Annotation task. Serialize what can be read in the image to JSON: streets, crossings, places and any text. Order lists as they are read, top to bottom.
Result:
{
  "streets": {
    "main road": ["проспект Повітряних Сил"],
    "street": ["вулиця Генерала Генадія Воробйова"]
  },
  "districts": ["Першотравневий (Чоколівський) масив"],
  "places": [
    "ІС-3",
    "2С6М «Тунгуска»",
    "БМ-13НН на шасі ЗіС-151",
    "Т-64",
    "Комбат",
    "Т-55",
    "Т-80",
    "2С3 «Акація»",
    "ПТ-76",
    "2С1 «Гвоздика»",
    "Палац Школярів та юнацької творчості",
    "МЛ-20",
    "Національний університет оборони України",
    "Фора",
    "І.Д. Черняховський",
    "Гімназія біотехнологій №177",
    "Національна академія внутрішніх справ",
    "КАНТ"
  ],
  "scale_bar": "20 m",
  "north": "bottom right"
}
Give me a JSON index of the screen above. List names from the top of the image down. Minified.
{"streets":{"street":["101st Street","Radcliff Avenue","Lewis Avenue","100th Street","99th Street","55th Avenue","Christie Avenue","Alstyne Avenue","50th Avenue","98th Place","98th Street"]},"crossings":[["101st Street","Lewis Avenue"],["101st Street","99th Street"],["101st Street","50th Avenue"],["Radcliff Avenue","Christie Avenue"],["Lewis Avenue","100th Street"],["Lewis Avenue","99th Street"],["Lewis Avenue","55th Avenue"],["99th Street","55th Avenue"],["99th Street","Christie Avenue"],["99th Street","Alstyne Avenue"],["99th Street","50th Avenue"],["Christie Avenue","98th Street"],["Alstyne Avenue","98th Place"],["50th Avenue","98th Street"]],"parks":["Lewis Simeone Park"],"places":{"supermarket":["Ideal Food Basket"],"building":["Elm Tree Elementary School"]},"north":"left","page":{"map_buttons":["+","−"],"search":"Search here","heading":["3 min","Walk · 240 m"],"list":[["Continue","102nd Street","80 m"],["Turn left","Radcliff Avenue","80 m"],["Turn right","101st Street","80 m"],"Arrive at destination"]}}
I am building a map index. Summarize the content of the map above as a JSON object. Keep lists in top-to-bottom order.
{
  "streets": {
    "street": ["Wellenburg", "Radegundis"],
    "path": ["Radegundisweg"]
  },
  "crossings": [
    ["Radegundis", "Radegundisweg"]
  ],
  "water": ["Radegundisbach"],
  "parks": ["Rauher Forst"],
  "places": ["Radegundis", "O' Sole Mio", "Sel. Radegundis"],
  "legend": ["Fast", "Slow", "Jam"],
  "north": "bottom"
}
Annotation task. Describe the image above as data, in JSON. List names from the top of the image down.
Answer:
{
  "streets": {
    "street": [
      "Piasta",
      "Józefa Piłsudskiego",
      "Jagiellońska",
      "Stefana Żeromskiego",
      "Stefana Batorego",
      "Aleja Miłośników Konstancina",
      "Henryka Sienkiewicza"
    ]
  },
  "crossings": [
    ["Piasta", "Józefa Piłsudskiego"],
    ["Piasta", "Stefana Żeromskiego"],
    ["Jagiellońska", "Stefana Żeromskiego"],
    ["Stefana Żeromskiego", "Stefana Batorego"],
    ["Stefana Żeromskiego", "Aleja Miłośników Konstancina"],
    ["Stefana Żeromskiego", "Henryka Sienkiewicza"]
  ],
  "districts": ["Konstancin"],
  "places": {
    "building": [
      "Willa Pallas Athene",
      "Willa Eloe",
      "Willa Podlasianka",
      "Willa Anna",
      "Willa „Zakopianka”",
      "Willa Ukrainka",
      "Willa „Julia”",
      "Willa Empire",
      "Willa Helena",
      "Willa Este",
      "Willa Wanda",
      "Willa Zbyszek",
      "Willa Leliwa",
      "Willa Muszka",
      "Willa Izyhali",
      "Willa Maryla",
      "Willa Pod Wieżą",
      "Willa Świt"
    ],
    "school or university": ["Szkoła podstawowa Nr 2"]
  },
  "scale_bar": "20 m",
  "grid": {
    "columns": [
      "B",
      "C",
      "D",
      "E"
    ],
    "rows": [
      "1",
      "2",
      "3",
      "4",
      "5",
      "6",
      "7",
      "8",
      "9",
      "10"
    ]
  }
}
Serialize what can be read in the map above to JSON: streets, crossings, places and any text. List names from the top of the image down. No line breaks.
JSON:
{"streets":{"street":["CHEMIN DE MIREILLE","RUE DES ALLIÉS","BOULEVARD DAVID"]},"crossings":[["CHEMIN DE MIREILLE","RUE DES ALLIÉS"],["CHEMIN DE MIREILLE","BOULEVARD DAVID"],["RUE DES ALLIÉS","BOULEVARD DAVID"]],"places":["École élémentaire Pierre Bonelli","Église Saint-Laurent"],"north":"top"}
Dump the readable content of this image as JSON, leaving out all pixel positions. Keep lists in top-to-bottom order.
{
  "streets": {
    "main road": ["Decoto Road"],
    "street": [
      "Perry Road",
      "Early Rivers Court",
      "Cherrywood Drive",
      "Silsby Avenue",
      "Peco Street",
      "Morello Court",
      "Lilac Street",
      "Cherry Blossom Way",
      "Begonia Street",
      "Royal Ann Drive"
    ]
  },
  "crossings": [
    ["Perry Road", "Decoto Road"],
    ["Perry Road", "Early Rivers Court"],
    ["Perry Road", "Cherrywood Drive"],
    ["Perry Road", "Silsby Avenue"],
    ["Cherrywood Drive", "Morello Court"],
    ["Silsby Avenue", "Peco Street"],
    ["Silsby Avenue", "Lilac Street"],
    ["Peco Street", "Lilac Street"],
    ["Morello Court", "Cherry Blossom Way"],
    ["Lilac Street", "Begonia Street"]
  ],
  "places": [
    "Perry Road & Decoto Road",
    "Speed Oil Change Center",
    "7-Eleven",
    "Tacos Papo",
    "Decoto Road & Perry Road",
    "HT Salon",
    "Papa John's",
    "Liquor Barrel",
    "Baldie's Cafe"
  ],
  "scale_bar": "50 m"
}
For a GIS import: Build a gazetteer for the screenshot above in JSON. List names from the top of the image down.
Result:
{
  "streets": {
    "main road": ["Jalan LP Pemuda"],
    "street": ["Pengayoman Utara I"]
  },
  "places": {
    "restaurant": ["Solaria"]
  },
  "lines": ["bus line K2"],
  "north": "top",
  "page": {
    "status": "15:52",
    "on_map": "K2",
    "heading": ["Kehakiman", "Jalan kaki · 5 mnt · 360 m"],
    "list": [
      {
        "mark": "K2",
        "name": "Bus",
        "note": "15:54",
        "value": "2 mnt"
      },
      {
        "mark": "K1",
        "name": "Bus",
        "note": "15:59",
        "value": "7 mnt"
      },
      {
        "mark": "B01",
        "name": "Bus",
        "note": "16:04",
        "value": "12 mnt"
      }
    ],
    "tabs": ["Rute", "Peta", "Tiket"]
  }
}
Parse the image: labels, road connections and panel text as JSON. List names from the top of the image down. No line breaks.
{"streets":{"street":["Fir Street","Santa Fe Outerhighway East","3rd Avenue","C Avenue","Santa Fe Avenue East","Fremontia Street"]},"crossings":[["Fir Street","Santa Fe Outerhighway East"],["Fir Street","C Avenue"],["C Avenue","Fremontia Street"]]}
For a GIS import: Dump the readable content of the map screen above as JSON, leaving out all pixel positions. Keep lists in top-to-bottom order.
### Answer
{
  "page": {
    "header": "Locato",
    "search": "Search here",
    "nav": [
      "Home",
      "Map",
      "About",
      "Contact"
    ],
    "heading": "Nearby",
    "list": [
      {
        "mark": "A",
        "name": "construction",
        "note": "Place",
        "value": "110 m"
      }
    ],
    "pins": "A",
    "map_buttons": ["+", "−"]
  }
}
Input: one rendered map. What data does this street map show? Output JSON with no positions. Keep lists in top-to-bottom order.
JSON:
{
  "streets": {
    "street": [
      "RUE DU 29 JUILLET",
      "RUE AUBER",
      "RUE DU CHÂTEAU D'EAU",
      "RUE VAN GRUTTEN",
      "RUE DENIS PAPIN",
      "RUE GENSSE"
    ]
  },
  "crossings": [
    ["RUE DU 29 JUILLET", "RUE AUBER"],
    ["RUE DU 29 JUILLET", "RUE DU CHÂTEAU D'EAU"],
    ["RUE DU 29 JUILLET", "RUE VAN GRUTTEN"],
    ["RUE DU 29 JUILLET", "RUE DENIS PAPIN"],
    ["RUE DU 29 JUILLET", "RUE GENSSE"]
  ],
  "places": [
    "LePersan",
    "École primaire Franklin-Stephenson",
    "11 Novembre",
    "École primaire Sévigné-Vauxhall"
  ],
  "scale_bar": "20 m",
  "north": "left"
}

= = = = =

Read through the entries above, and wherever a line holds the string "data", copy it.

◆ **Task result**
Annotation task. Describe the image above as data, in JSON. List names from the top of the image down.
Input: one rendered map. What data does this street map show? Output JSON with no positions. Keep lists in top-to-bottom order.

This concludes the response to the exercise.